Activity: Looking through the material below, say how many lines contain the string "border" and add nothing more.
....................
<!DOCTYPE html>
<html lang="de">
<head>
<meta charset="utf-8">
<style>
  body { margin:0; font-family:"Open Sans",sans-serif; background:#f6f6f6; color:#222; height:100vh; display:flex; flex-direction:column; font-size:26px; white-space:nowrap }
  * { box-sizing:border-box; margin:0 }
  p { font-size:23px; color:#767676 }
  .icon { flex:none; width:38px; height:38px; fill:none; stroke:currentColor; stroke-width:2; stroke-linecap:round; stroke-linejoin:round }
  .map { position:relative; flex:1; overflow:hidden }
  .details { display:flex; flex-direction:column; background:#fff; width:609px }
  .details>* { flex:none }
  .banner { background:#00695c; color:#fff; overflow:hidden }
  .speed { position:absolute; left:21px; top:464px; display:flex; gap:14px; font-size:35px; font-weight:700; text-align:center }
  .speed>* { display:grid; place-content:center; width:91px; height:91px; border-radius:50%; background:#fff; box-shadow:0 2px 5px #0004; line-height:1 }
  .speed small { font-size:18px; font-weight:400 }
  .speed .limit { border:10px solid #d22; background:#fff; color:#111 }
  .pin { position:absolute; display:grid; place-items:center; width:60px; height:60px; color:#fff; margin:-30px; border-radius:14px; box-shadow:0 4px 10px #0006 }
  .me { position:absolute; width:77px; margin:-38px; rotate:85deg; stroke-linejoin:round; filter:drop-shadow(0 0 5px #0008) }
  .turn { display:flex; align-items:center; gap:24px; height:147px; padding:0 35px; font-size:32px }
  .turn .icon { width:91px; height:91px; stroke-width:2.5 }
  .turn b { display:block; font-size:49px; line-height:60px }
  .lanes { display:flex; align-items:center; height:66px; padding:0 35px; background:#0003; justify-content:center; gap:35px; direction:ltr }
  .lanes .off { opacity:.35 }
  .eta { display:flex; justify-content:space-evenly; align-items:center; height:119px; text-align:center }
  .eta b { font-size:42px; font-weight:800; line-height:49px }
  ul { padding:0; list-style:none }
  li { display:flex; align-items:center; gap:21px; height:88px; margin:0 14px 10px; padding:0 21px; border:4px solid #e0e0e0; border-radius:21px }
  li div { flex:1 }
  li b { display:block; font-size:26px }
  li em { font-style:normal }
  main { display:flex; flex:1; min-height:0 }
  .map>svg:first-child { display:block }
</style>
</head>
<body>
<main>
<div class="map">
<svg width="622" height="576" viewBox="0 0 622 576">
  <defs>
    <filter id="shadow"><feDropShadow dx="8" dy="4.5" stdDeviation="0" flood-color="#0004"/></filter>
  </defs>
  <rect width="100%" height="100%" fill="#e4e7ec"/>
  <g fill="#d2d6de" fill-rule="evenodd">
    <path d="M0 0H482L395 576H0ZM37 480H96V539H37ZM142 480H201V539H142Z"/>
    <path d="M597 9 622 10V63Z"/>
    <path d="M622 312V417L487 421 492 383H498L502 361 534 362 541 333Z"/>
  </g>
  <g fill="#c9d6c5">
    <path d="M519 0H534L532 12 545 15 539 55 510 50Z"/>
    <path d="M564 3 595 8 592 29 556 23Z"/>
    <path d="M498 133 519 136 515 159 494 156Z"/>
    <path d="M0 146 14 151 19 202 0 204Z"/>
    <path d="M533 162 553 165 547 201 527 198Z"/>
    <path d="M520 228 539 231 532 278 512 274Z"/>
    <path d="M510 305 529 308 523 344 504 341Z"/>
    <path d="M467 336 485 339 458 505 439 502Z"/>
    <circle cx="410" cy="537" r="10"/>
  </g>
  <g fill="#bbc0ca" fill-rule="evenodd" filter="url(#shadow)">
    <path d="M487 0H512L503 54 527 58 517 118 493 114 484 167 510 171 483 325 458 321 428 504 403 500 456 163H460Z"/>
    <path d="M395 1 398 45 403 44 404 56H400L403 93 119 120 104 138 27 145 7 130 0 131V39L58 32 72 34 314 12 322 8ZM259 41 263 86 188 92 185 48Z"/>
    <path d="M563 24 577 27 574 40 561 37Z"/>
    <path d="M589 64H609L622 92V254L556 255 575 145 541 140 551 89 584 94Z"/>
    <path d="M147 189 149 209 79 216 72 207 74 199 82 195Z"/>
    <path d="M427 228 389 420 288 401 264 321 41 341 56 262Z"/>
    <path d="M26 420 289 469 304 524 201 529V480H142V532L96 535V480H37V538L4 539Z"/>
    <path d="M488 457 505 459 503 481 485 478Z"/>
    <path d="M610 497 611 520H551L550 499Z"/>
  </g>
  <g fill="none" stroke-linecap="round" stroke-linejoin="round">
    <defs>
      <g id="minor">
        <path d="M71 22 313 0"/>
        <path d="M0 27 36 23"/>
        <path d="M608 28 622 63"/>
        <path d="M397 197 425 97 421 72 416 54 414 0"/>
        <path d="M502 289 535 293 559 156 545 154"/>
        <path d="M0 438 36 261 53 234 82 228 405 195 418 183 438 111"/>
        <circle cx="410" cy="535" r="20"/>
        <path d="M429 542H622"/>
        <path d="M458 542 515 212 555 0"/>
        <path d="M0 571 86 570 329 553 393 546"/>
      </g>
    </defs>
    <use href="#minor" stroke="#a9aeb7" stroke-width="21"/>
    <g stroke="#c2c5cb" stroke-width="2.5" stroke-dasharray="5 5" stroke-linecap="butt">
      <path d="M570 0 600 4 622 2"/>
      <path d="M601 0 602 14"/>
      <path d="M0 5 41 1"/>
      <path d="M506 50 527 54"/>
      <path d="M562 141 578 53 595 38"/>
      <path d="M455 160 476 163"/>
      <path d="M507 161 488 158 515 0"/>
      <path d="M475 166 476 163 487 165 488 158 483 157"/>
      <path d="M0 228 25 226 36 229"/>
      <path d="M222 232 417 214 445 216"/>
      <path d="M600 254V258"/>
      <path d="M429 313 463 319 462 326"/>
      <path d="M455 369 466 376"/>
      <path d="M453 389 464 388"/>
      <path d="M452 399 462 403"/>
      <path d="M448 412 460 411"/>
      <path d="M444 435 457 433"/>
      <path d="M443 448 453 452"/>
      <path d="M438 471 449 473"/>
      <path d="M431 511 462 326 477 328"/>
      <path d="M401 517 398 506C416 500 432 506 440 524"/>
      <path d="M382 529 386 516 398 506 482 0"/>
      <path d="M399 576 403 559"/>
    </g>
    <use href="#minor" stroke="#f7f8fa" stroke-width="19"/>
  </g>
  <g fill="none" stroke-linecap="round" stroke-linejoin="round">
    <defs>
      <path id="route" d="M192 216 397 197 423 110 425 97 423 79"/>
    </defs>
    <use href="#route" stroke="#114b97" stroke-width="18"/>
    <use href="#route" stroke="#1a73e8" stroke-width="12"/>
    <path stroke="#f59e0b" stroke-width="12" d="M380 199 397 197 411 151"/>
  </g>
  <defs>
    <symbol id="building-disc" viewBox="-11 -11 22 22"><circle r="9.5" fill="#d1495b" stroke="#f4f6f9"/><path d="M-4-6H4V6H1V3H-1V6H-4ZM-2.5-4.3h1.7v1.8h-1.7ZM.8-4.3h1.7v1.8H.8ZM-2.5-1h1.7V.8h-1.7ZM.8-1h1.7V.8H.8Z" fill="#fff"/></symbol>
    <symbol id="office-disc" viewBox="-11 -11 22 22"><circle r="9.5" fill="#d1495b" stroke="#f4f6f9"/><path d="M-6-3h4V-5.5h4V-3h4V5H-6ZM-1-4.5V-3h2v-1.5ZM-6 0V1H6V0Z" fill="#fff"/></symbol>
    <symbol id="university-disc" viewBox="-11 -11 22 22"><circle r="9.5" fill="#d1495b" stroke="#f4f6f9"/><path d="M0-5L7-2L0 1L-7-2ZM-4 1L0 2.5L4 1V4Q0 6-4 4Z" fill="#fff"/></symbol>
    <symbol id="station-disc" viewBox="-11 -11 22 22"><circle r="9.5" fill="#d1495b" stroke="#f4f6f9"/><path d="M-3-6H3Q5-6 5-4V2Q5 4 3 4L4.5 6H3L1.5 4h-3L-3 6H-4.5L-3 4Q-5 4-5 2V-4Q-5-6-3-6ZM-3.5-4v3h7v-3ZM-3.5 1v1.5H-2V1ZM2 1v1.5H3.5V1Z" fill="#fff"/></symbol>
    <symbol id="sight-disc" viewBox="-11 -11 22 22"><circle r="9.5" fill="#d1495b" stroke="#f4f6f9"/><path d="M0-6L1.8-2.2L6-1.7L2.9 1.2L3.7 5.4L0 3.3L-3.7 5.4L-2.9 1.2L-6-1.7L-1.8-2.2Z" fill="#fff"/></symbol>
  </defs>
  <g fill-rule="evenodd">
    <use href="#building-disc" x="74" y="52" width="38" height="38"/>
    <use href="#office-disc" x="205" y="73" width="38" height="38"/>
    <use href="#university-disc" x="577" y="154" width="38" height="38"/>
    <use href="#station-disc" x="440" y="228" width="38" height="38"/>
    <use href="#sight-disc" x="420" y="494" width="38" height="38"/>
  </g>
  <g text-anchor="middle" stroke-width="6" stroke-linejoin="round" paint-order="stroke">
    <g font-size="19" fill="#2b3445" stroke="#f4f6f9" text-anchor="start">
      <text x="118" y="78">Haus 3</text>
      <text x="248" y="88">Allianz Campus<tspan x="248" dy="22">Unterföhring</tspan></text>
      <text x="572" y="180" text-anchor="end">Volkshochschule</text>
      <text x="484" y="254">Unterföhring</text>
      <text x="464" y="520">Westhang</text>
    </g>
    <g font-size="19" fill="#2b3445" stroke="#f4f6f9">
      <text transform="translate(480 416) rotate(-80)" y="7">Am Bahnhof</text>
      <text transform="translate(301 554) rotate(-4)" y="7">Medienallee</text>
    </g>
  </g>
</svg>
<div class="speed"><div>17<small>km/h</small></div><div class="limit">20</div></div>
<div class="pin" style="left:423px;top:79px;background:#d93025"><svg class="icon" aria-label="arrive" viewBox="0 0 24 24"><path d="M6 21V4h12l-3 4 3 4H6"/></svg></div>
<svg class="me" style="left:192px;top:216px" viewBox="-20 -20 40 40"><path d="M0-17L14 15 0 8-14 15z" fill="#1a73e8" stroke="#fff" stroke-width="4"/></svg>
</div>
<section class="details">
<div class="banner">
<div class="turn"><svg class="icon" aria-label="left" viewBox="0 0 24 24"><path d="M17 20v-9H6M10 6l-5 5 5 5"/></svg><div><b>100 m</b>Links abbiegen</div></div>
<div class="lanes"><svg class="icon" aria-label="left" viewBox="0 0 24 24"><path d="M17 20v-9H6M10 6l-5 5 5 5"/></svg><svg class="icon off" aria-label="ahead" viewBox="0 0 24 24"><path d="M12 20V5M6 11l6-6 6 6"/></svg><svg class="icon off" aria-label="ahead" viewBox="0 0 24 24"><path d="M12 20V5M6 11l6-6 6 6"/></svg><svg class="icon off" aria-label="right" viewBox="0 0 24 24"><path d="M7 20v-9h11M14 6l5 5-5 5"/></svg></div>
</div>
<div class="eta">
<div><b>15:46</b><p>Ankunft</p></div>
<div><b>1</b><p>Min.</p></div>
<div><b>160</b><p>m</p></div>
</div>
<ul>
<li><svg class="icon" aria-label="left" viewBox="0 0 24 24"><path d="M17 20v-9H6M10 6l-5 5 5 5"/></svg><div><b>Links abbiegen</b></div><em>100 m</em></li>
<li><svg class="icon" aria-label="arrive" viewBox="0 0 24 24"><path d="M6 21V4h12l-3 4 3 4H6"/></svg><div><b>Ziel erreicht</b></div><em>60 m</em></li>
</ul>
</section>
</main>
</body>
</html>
....................
Expected output: 5